As before, Oren, let's have that phone discussion so that we can preprocess
a lot of this, instead of acting like the the three blind men and the
elephant. I will _tell you_ the strengths and weaknesses of DMTCP
on the phone, instead of you having to guess at them here on LKML. And
of course, I hope you will be similarly frank about Linux C/R on the phone.

Thank you for lowering the heat on this last post. I'll reply only to
some relevant issues in this post, rather than trying to respond to all
of your posts. I remind you that I still have my own questions about
Linux C/R, but I'm saving them for the phone discussion, since that will
be more efficient, and result in less heat.

> > If it helps, then think of a wrapper as just another function,
> >that calls an inner function. Object-oriented programming uses this
> >principle all the time. Similarly, the glibc wrapper around a kernel
> >API is just one more of these functions. Another way to view this is
> >through the idea of layers. Each layer of the software receives a call
> >from the layer above and may call to the next layer below. As you're
> >already aware, this is a basic principle of O/S design, and so
> >the O/S is full of wrappers. We're just inserting one more layer ---
> >this time between the user app and the glibc layer.
>
> Wrappers are great (I did TA the w4118 class here...). They are
> a powerful tool; however in _our_ context they have downsides:
> (a) wrappers add visible overhead (less so for cpu-bound apps,
> more so with server apps)

In our experience, the primary overhead of C/R is to save the
data to disk. This far outweighs the question of how many ms
one technique or another may require in a system call or in the kernel.

> (b) wrappers that do virtualization to a "black-box" API (as
> opposed to integrate with the API) are prone to races (see the
> paper that I cited before)

The paper you cited was:
http://www.stanford.edu/~talg/papers/traps/abstract.html
Traps and Pitfalls: Practical Problems in System Call
Interposition Based Security Tools
That paper is about Sandboxing. DMTCP is about C/R. If DMTCP was trying
to do a sandbox, it might have some of the same traps and pitfalls.
Luckily, userland C/R is a _lot_ easier than userland sandboxing.
By the way, although of less importance, I'll point out that the paper
was written in 2003, before DMTCP even started.
Next, you talk about races. The authors of that paper have races
because they are trying to do sandboxing. I already answered Matt's
post earlier about why we don't see races in DMTCP.
I'll answer it again, but in more detail.
At ordinary run-time, the DMTCP checkpoint thread is just waiting
on a select -- waiting for instructions from the DMTCP coordinator.
Our system call wrappers around user threads to not change the issue
of races. If two user threads used to have a race, they will continue
to do so in DMTCP. If two user threads did not have a race, then
DMTCP will not introduce any new races.
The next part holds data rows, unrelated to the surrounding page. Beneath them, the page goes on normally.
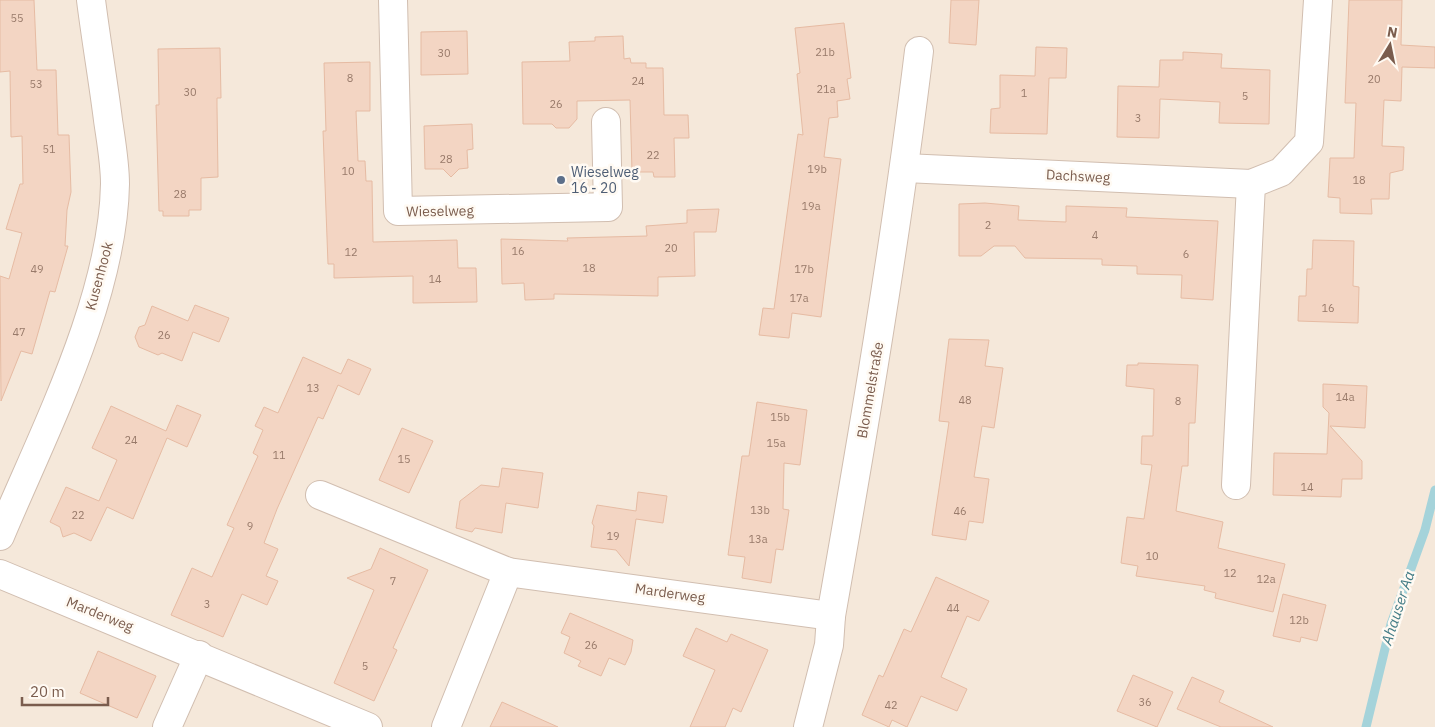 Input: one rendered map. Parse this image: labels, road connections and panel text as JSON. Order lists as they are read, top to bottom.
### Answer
{
  "streets": {
    "street": [
      "Dachsweg",
      "Wieselweg",
      "Kusenhook",
      "Blommelstraße",
      "Marderweg"
    ]
  },
  "crossings": [
    ["Dachsweg", "Blommelstraße"],
    ["Blommelstraße", "Marderweg"]
  ],
  "water": ["Ahauser Aa"],
  "places": ["Wieselweg 16 - 20"],
  "house_numbers": [
    "55",
    "21b",
    "30",
    "8",
    "20",
    "24",
    "53",
    "21a",
    "30",
    "1",
    "5",
    "26",
    "3",
    "51",
    "22",
    "28",
    "19b",
    "10",
    "18",
    "28",
    "19a",
    "2",
    "4",
    "20",
    "16",
    "12",
    "6",
    "18",
    "49",
    "17b",
    "14",
    "17a",
    "16",
    "47",
    "26",
    "13",
    "14a",
    "48",
    "8",
    "15b",
    "24",
    "15a",
    "11",
    "15",
    "14",
    "13b",
    "46",
    "22",
    "9",
    "19",
    "13a",
    "10",
    "12",
    "12a",
    "7",
    "3",
    "44",
    "12b",
    "26",
    "5",
    "36",
    "42"
  ],
  "scale_bar": "20 m",
  "north": "top"
}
How should DMTCP introduce
a new race when DMTCP wrappers _never_ communicate with any other thread.
At checkpoint or restart time, the DMTCP checkpoint thread also runs.
However, at checkpoint time, the first thing it does is to quiesce
all the user threads by sending a signal and forcing them into a DMTCP
signal handler. (And before we go down that other road again, I remind
you that glibc also reserves two signals solely for the use of glibc.
A user app can break glibc by using the glibc reserved signals.)
During checkpoint-restart, the DMTCP checkpoint thread is then the
_only_ thread that is executing. So, again, I don't see how a race
could be introduced. Finally, the last thing the DMTCP checkpoint
thread does is resume the user threads. The DMTCP checkpoint thread
then goes back to waiting on select for a message from the DMTCP coordinator.

> (c) wrappers duplicate kernel logic, IMHO unnecessarily (and I
> don't refer to the userspace "glue" from above)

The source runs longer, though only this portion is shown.